Connection setup is the three-way handshake. The client sends a SYN carrying its initial sequence number (ISN); the server replies with SYN-ACK, acknowledging the client's ISN and offering its own; the client sends a final ACK. Only now — after one full round trip — can application data flow. This is why a TCP request to a distant server has a floor of one RTT of latency before the first byte of your payload leaves, on top of any TLS handshake stacked above it.
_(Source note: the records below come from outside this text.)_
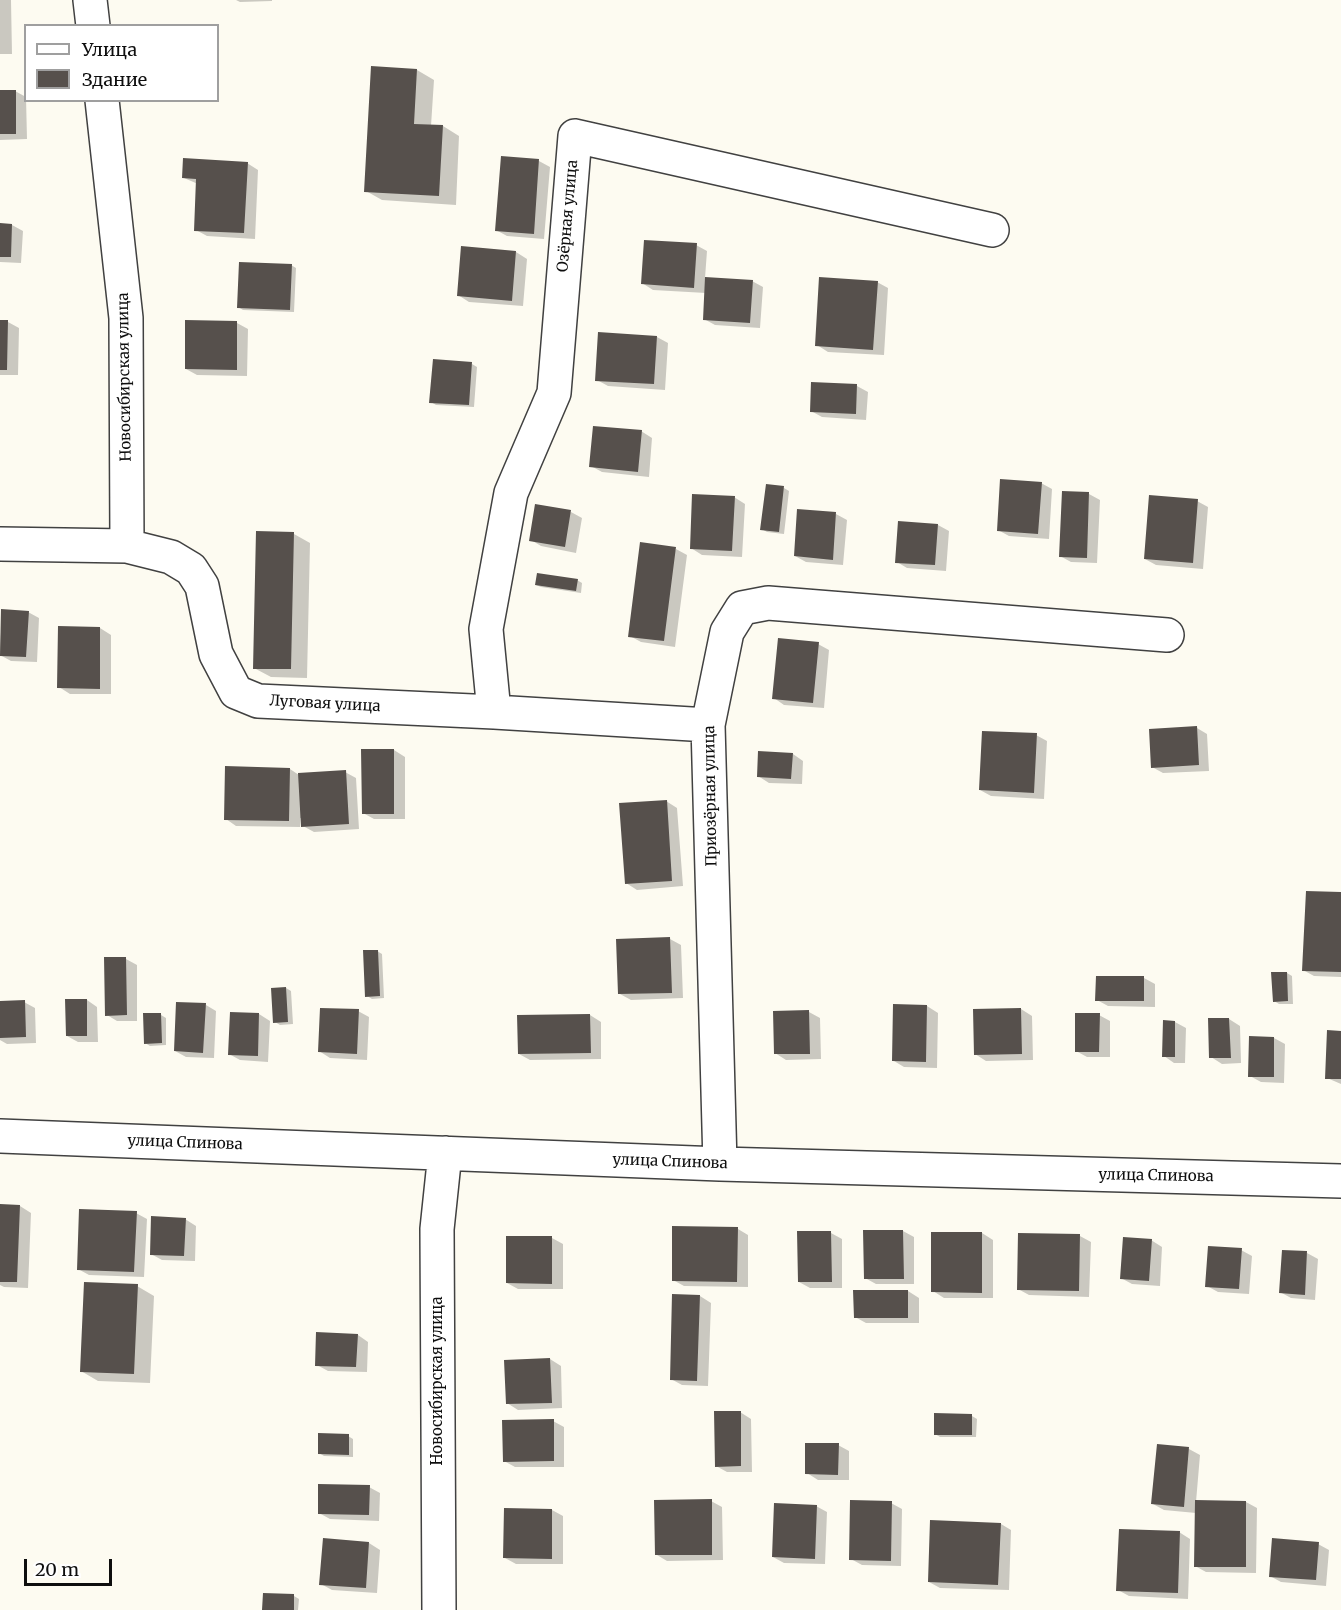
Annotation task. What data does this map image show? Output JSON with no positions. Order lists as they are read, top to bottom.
{
  "streets": {
    "street": [
      "Озёрная улица",
      "Новосибирская улица",
      "Луговая улица",
      "Приозёрная улица",
      "улица Спинова"
    ]
  },
  "crossings": [
    ["Озёрная улица", "Луговая улица"],
    ["Новосибирская улица", "Луговая улица"],
    ["Новосибирская улица", "улица Спинова"],
    ["Луговая улица", "Приозёрная улица"],
    ["Приозёрная улица", "улица Спинова"]
  ],
  "legend": ["Улица", "Здание"],
  "scale_bar": "20 m"
}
Teardown is the four-way handshake. Each direction of the connection is closed independently because TCP is full-duplex: the side that is done sending sends a FIN, the peer ACKs it, and later the peer sends its own FIN, which the first side ACKs. Between the two FINs a connection can be "half-open" — one side has stopped writing but is still reading. This is the mechanism behind a graceful shutdown: your server stops accepting new writes but drains what the client is still sending.
The practical takeaway: connection setup and teardown are not free. A protocol that opens a new connection per request (naïve HTTP/1.0, some misconfigured clients) pays a full RTT of handshake latency and accumulates teardown state on every call. Connection reuse — keep-alive, pooling — exists precisely to amortize this.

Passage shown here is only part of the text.